## EXERCISE
Return exactly the span of lines in the following data that opens with the line containing "position:absolute; left:512px; top:694px;" and closes with the line containing "font-size:26px; font-style:normal; color:#747a83". Include nothing else.

## DATASET EXTRACT
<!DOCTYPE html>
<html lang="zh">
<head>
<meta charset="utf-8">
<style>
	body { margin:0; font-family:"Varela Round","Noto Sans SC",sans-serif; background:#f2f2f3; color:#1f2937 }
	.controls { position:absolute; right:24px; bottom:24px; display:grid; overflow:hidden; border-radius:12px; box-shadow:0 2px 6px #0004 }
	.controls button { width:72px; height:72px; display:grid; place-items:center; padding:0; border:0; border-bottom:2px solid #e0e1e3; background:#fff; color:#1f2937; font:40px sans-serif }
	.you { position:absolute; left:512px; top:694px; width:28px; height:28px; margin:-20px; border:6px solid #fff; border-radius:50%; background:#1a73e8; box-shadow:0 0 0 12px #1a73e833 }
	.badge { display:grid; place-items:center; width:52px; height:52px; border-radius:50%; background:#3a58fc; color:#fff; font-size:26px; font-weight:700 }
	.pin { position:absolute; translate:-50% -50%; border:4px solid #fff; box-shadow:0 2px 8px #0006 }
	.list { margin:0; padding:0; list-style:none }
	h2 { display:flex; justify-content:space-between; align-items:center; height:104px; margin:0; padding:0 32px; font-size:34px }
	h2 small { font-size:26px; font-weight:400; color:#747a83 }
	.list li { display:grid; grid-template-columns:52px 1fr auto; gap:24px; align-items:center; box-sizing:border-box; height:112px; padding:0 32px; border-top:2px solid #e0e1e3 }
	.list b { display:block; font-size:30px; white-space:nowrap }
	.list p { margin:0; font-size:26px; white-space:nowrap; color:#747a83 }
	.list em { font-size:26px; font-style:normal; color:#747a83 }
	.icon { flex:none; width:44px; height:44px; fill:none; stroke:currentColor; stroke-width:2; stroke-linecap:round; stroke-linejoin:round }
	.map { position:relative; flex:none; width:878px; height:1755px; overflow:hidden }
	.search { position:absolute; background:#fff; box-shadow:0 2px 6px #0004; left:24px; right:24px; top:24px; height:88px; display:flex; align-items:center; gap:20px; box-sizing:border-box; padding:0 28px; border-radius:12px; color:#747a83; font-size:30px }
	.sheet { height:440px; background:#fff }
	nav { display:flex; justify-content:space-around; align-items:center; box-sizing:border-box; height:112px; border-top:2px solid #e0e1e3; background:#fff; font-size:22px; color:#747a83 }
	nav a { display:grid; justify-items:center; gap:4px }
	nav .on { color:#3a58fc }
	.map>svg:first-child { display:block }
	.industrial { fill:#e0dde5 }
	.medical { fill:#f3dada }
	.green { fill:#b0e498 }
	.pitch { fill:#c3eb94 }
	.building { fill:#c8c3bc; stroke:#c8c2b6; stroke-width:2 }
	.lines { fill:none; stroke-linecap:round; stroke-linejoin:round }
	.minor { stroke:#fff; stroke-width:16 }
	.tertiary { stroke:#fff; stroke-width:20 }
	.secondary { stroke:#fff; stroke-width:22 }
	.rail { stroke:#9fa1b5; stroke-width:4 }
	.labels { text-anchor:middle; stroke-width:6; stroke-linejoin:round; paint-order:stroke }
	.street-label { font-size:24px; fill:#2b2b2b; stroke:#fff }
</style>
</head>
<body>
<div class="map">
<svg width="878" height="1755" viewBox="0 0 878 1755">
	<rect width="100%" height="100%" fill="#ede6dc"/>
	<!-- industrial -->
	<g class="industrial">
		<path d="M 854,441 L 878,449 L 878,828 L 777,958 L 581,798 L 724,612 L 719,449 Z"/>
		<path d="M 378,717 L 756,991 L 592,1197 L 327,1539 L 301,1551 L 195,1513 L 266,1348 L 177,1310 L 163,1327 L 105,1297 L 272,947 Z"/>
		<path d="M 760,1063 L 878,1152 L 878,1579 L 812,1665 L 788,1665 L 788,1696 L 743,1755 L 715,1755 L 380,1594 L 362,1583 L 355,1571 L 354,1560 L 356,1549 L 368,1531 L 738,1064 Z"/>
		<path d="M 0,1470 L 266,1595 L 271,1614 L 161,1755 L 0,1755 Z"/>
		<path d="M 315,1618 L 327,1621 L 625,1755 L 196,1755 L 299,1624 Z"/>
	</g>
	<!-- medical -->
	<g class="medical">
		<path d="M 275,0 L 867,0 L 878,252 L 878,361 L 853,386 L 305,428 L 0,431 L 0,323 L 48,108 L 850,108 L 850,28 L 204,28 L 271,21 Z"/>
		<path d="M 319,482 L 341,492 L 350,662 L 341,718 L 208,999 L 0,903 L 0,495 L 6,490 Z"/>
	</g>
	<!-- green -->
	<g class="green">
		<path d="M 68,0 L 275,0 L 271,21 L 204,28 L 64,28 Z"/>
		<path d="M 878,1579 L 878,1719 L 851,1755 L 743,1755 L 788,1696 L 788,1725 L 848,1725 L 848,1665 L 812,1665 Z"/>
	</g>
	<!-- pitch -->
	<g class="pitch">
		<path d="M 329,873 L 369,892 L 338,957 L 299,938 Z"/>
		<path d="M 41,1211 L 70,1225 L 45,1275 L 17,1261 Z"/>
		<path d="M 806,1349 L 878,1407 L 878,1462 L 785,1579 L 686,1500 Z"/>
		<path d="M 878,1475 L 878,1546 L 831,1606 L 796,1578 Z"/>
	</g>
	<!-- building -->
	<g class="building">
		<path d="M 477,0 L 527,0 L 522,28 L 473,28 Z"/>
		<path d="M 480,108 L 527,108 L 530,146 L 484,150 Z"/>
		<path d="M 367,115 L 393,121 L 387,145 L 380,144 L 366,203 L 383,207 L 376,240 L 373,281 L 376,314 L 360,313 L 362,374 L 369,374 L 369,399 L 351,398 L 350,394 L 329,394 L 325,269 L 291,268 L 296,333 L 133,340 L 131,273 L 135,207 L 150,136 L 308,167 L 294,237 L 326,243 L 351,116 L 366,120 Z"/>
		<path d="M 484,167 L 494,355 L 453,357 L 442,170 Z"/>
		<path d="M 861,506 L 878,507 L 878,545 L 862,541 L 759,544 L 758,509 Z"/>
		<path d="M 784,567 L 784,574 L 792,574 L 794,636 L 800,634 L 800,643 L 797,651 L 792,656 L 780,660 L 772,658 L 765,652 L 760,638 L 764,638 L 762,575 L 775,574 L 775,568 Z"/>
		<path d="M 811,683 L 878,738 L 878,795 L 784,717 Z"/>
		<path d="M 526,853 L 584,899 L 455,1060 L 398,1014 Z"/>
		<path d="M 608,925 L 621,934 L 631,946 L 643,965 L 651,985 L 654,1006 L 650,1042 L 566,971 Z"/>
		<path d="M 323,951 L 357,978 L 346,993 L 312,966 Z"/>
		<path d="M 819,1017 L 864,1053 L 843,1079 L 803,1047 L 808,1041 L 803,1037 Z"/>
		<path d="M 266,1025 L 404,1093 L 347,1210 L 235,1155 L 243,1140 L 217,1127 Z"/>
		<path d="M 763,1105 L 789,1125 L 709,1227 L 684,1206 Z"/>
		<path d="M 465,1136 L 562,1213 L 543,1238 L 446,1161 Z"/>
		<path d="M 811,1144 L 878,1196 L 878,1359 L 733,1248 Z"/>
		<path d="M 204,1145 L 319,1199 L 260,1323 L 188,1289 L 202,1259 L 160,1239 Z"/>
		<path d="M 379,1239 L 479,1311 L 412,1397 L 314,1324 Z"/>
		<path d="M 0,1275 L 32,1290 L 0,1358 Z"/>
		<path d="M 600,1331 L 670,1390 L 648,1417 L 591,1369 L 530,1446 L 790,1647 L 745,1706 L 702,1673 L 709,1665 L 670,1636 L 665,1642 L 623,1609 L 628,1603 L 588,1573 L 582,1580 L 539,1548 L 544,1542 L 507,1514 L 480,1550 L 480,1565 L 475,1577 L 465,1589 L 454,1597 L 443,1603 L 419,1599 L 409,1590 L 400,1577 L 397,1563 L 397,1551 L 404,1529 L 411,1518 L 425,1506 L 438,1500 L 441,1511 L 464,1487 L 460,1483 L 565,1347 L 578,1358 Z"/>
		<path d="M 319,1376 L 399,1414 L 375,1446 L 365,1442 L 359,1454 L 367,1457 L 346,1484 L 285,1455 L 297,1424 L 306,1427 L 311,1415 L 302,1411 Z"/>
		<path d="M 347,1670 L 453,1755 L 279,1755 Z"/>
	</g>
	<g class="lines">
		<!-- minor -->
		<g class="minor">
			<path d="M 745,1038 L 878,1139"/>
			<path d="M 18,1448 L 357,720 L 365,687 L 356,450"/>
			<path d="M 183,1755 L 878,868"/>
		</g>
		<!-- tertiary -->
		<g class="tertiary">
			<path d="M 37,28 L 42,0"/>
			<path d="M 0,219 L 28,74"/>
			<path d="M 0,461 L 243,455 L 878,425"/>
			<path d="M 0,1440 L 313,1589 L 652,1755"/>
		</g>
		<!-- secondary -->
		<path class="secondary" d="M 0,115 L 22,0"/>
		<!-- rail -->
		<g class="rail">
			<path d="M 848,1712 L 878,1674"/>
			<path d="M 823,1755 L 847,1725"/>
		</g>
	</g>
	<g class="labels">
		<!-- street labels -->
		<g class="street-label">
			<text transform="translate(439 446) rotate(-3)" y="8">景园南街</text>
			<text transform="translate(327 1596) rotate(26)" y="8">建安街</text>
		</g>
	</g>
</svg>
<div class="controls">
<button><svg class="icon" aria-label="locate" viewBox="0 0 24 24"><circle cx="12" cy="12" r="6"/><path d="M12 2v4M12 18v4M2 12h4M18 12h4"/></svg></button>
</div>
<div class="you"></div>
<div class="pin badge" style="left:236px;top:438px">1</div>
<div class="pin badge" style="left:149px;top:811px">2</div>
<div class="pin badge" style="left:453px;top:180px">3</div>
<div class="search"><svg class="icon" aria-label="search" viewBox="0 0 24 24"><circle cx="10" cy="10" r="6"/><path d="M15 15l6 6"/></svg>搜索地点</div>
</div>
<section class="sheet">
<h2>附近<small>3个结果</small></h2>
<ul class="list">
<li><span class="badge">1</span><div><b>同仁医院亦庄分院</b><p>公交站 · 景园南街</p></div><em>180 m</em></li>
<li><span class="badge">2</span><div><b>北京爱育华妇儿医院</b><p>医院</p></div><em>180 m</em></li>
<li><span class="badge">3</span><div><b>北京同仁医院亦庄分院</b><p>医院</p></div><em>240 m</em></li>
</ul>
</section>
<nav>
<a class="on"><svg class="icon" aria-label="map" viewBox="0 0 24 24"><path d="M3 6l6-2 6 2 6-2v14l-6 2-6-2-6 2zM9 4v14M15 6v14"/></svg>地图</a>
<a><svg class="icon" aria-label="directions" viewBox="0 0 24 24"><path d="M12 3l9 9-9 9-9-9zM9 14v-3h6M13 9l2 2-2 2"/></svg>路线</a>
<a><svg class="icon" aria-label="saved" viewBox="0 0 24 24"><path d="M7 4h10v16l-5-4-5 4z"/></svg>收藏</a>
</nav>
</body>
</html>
* * *
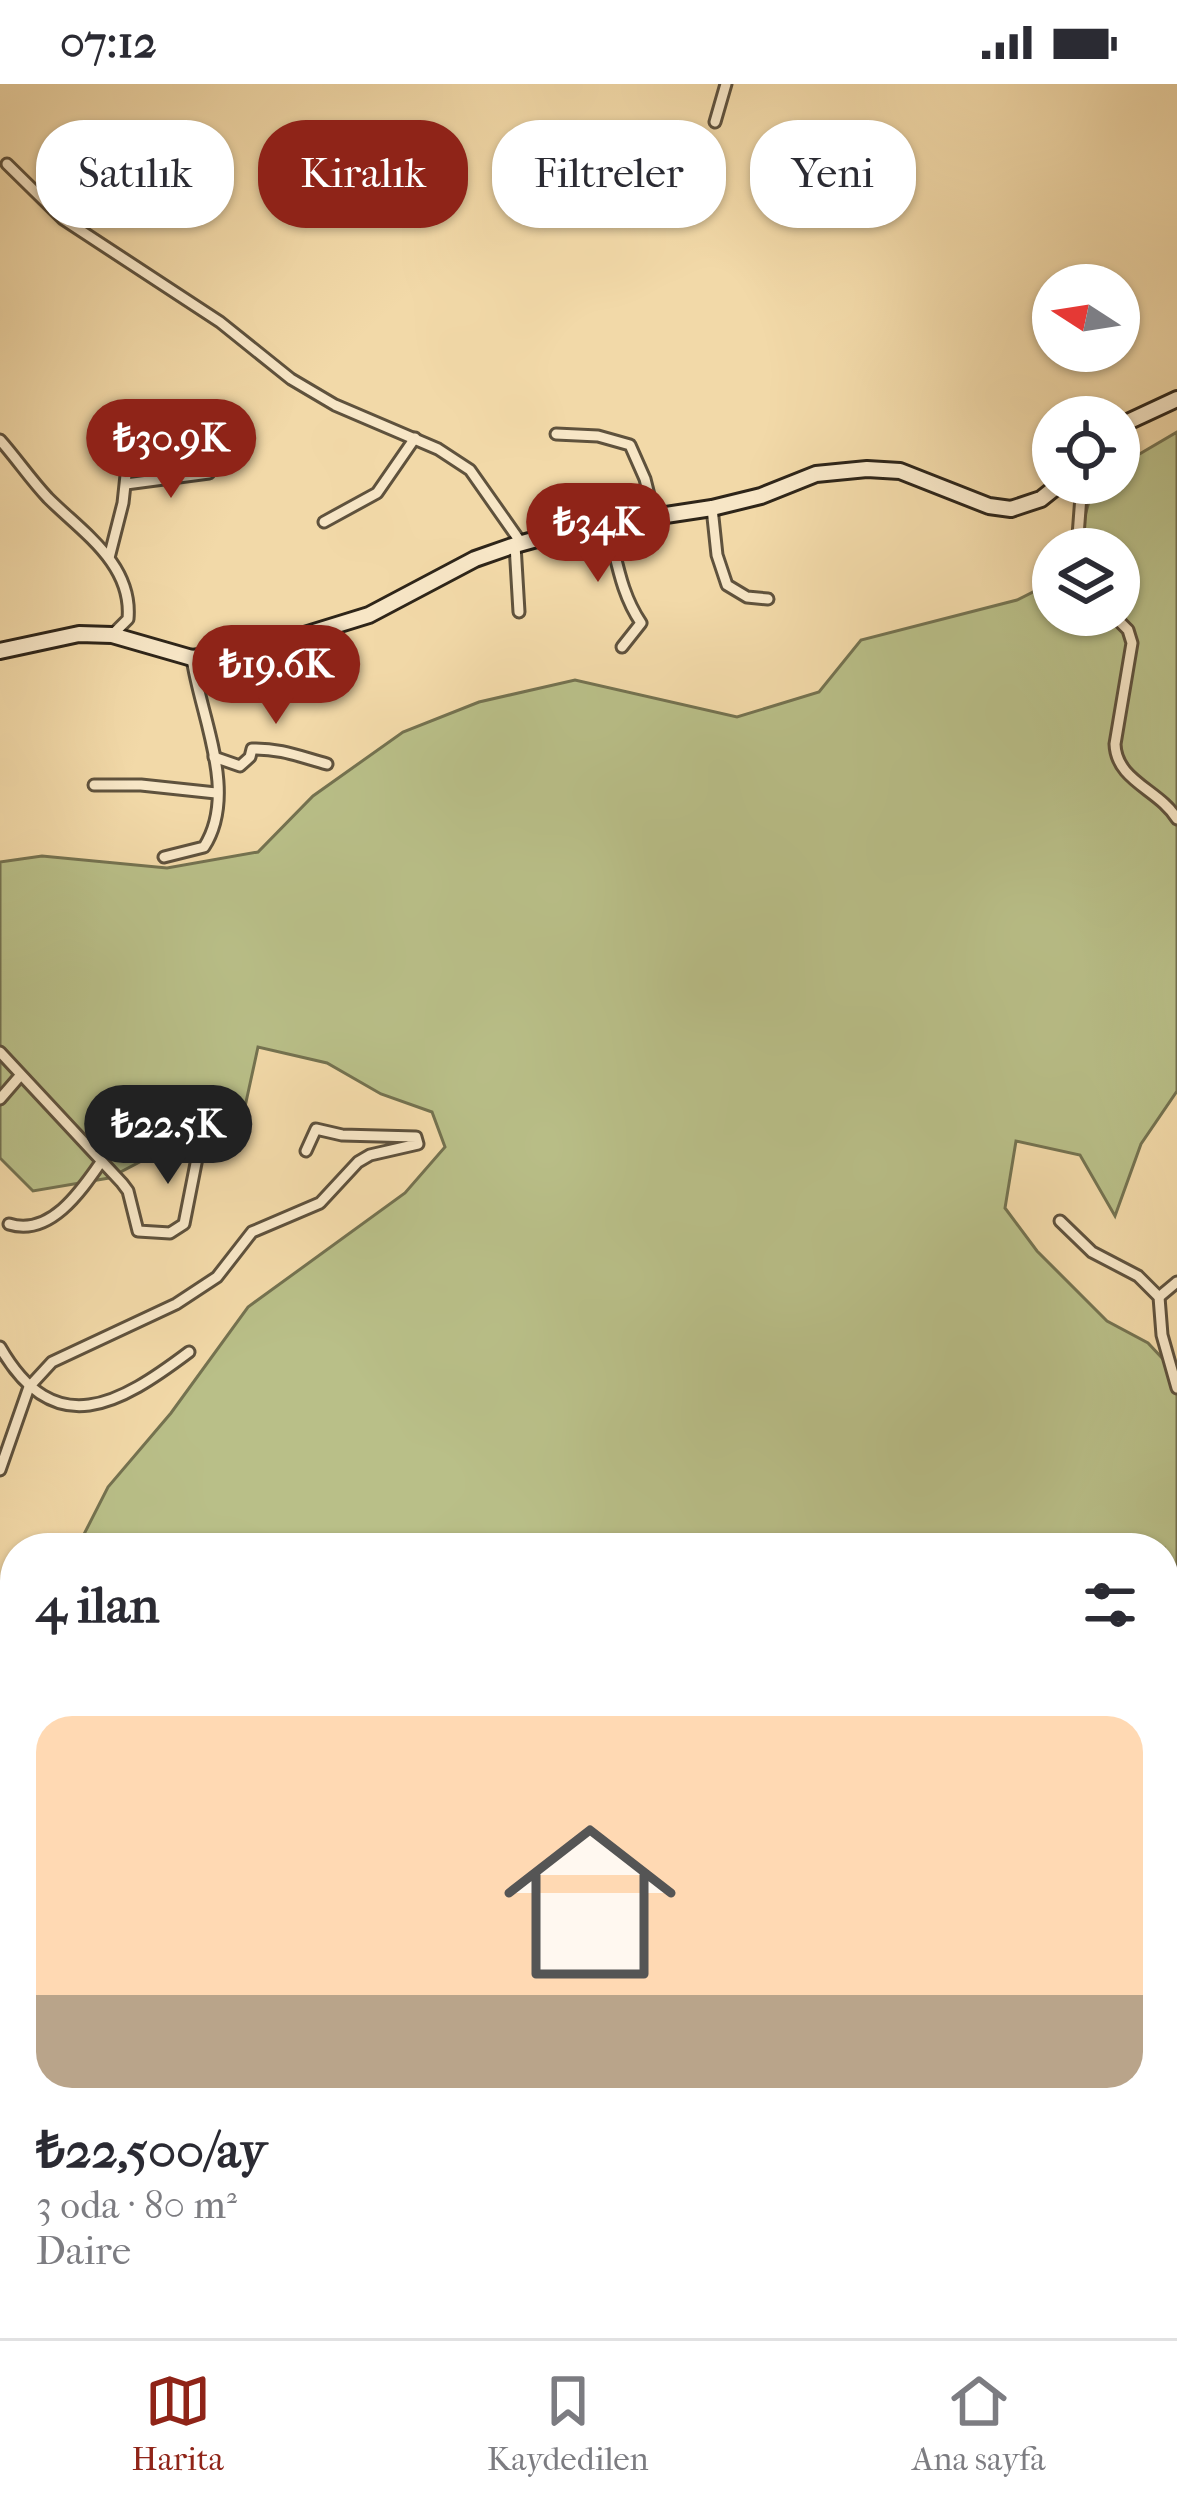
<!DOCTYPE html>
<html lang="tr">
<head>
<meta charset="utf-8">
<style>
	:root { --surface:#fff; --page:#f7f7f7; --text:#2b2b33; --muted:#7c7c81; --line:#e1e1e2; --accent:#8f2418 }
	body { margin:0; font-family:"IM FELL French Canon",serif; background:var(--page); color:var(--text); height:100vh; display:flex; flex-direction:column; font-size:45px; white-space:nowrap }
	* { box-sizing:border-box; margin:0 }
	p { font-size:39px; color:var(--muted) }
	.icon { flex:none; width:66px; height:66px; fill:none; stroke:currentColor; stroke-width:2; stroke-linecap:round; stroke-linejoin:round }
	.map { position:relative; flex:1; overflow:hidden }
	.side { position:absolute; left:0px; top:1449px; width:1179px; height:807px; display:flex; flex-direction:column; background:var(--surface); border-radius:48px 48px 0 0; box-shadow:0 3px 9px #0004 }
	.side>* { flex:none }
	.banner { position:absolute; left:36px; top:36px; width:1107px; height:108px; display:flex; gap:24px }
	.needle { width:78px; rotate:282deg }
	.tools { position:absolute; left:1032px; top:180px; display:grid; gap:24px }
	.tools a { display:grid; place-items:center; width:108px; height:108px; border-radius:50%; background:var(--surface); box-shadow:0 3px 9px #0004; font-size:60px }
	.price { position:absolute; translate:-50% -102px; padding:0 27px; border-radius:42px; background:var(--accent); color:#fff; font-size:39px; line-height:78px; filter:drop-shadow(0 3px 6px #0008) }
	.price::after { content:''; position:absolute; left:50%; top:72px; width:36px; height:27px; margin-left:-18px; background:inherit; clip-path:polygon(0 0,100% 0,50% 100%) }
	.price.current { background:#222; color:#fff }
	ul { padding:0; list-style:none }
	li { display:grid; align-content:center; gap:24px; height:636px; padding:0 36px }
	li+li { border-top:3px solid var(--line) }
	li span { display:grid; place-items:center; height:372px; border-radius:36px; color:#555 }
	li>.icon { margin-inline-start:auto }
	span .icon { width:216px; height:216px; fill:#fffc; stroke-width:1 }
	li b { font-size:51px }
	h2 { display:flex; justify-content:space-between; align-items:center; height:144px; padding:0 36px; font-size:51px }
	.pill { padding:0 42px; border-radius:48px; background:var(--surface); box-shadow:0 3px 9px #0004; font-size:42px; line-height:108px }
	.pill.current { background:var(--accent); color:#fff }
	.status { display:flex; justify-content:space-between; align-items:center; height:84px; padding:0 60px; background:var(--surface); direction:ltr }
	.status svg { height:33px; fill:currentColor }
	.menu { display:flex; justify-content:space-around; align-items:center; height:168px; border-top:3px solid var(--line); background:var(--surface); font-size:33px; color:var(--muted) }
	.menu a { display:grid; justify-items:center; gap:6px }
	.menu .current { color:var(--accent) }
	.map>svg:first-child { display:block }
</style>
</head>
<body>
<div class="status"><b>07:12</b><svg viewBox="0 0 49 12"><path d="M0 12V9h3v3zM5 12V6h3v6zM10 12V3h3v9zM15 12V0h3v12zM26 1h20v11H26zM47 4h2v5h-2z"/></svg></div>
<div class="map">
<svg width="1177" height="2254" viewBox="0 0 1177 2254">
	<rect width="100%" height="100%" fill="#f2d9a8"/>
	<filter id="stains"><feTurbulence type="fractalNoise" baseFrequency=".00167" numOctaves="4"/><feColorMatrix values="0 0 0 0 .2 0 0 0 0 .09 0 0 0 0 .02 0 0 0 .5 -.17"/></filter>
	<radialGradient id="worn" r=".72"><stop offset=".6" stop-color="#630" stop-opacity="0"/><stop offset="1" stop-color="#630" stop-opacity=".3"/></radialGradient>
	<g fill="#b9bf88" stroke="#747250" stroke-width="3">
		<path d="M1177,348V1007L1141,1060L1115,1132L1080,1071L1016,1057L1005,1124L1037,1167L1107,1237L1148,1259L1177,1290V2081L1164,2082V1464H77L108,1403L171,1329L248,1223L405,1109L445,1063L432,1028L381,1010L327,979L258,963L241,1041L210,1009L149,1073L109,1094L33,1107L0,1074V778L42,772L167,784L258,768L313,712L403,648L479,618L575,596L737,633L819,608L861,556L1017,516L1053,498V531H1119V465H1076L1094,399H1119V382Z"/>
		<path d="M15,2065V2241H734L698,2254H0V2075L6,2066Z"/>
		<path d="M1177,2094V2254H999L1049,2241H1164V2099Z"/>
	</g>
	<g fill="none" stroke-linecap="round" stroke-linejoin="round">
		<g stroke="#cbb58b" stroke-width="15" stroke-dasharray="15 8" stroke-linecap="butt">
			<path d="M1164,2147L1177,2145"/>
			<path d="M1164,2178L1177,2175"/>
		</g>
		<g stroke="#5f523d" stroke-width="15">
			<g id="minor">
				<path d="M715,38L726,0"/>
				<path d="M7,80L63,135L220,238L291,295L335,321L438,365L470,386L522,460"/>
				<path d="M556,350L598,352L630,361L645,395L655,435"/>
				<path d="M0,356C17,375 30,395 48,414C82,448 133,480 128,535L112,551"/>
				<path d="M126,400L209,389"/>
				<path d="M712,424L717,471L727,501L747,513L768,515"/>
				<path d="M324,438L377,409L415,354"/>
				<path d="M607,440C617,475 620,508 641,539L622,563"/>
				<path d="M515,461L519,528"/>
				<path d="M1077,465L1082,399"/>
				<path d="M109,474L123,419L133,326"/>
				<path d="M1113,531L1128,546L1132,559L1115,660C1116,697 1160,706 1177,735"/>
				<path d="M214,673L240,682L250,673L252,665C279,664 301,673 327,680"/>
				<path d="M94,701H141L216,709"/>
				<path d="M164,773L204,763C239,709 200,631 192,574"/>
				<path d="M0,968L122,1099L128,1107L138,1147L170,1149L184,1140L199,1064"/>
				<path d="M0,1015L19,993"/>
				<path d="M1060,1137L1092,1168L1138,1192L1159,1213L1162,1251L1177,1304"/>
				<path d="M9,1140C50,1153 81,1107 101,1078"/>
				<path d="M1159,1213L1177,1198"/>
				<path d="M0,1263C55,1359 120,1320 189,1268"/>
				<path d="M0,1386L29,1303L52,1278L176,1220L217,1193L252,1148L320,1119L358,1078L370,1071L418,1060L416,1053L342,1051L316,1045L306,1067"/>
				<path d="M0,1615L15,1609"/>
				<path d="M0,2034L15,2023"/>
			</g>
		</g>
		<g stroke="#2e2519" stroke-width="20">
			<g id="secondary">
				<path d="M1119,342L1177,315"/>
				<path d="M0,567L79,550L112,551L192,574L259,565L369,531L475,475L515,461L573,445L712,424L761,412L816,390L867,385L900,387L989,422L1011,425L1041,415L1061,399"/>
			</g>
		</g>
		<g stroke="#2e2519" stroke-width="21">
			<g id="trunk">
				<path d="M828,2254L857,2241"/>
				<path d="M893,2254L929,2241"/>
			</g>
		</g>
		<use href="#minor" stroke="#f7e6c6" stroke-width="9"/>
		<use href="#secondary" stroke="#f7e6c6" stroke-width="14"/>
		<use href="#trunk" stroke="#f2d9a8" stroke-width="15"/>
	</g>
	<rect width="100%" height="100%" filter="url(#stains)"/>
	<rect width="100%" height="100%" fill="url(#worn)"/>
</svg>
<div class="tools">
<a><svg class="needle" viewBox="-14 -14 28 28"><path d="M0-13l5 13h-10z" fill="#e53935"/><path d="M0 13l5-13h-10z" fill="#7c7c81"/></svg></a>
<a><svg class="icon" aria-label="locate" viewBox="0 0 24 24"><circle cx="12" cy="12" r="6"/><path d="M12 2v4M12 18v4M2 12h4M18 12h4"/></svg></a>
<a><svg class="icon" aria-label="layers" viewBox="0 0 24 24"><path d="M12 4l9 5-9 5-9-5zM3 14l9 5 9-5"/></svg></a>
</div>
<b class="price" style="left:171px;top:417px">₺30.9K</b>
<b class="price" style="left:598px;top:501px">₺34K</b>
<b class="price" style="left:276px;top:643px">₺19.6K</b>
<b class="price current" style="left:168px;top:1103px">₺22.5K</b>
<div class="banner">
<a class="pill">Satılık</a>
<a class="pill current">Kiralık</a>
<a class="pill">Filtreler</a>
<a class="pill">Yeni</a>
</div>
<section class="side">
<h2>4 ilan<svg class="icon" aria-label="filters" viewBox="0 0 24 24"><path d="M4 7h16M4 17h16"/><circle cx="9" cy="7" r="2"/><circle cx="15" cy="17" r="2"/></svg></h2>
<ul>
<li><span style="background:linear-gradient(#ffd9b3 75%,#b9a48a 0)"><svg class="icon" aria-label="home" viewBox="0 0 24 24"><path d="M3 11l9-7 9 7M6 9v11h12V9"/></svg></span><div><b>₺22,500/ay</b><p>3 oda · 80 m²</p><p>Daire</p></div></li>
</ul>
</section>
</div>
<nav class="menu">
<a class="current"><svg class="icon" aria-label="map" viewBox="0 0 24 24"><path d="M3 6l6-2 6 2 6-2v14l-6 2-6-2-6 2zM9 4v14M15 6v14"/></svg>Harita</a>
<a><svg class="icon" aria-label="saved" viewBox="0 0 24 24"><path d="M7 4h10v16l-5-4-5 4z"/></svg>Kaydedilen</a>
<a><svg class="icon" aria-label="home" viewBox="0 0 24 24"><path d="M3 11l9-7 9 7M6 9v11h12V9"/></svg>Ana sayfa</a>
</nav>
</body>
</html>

## RESPONSE
	.you { position:absolute; left:512px; top:694px; width:28px; height:28px; margin:-20px; border:6px solid #fff; border-radius:50%; background:#1a73e8; box-shadow:0 0 0 12px #1a73e833 }
	.badge { display:grid; place-items:center; width:52px; height:52px; border-radius:50%; background:#3a58fc; color:#fff; font-size:26px; font-weight:700 }
	.pin { position:absolute; translate:-50% -50%; border:4px solid #fff; box-shadow:0 2px 8px #0006 }
	.list { margin:0; padding:0; list-style:none }
	h2 { display:flex; justify-content:space-between; align-items:center; height:104px; margin:0; padding:0 32px; font-size:34px }
	h2 small { font-size:26px; font-weight:400; color:#747a83 }
	.list li { display:grid; grid-template-columns:52px 1fr auto; gap:24px; align-items:center; box-sizing:border-box; height:112px; padding:0 32px; border-top:2px solid #e0e1e3 }
	.list b { display:block; font-size:30px; white-space:nowrap }
	.list p { margin:0; font-size:26px; white-space:nowrap; color:#747a83 }
	.list em { font-size:26px; font-style:normal; color:#747a83 }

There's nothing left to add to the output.